BEGIN

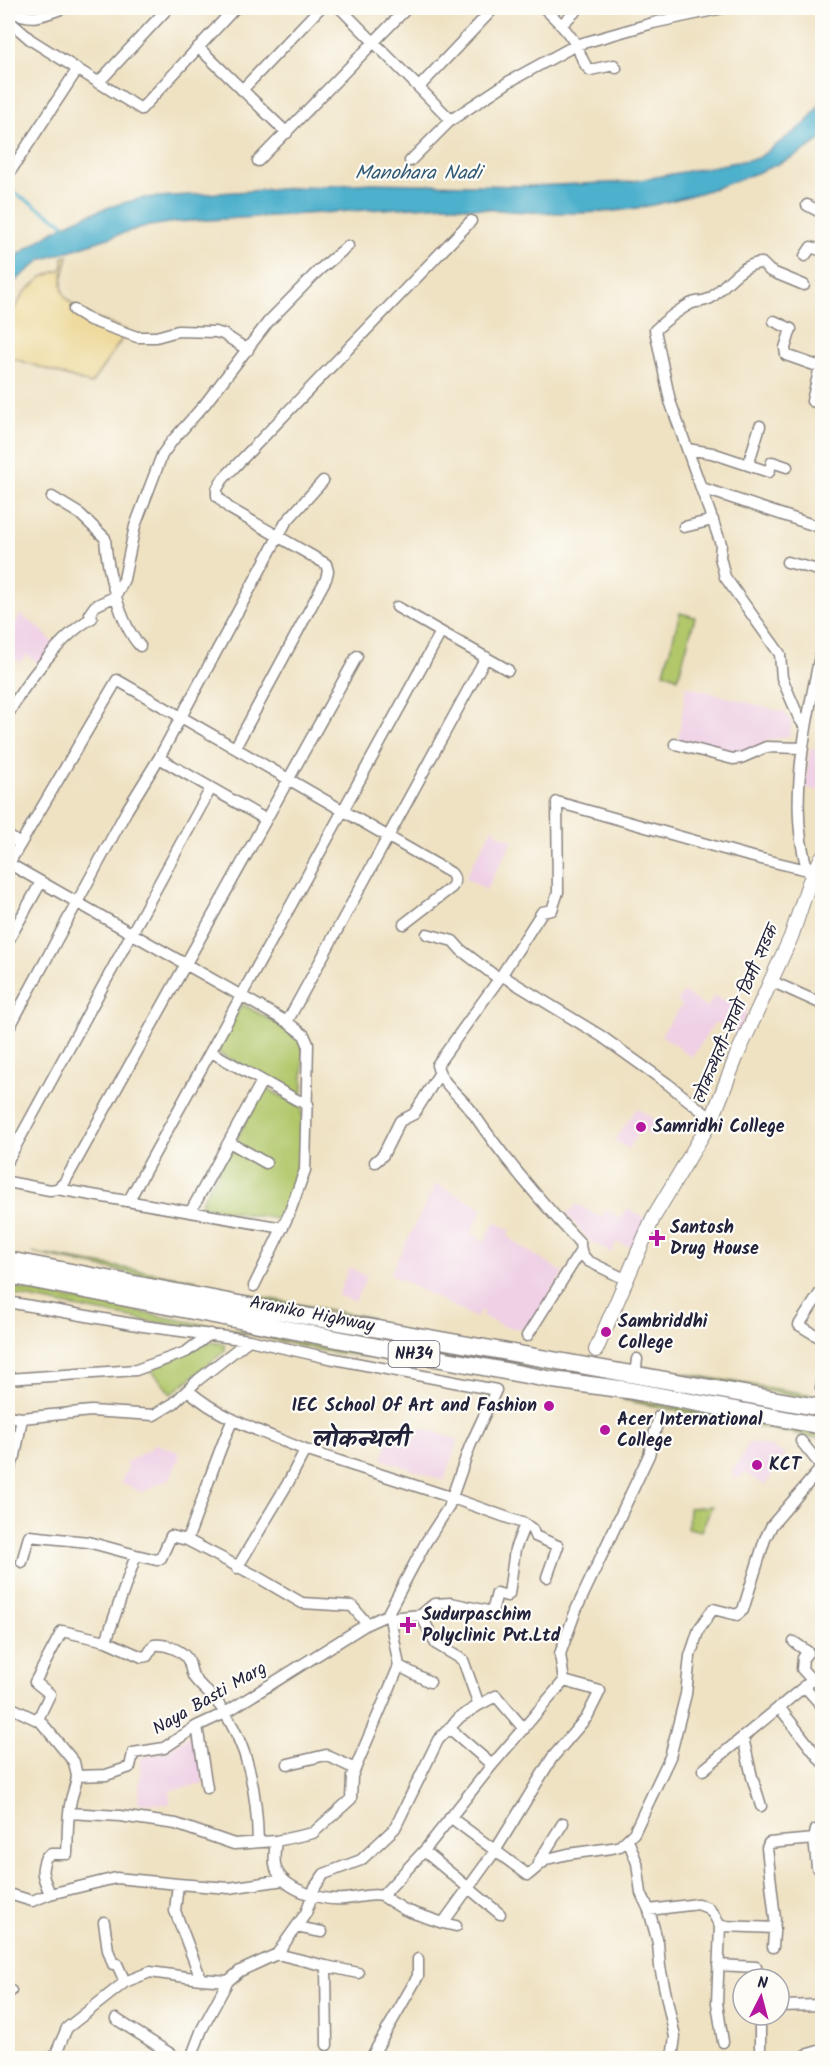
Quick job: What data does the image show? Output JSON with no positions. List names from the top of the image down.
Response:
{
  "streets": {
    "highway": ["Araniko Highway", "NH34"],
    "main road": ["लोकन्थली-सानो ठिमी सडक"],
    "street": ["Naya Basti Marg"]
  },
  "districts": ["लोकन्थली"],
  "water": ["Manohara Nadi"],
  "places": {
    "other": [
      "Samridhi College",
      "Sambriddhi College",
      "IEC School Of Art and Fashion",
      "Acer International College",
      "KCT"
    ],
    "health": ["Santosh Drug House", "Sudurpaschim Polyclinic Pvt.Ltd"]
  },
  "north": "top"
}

END
BEGIN

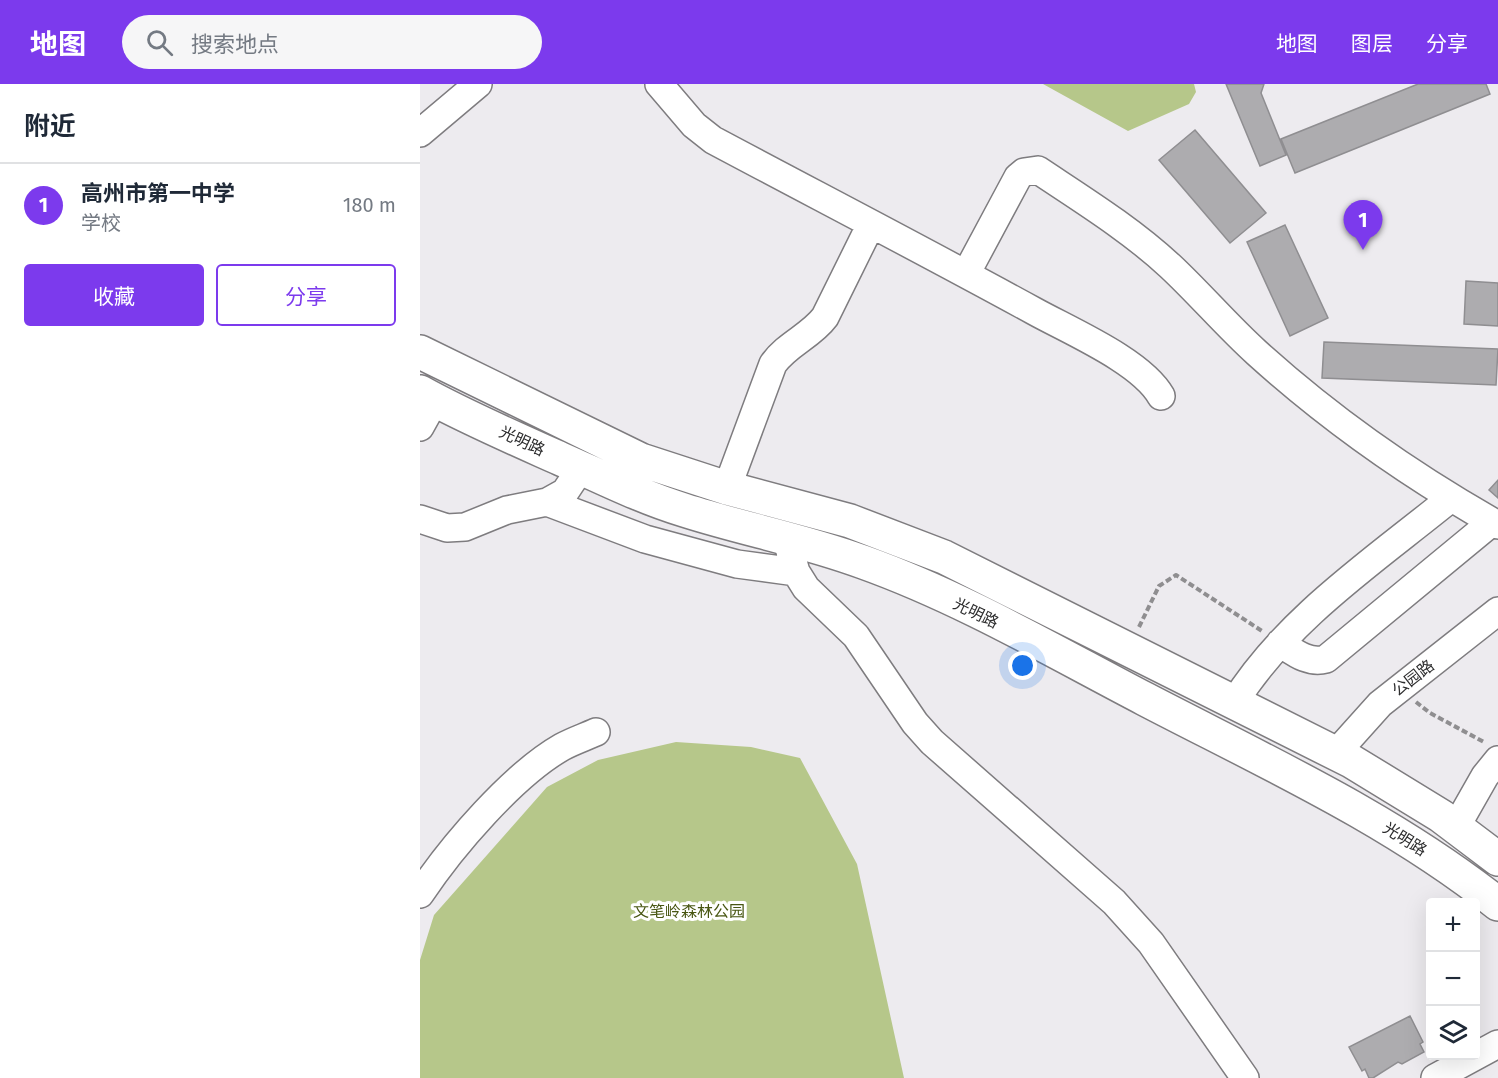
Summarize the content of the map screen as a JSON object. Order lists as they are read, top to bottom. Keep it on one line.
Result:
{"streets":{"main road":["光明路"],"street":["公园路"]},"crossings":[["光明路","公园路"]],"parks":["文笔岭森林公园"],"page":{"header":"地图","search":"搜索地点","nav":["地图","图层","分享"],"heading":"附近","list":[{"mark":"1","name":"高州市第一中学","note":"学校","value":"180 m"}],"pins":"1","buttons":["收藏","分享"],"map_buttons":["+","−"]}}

END

> [Required action] Report, using only a number, how many lines above hold the word "JSON".

> [Answer to this task] 2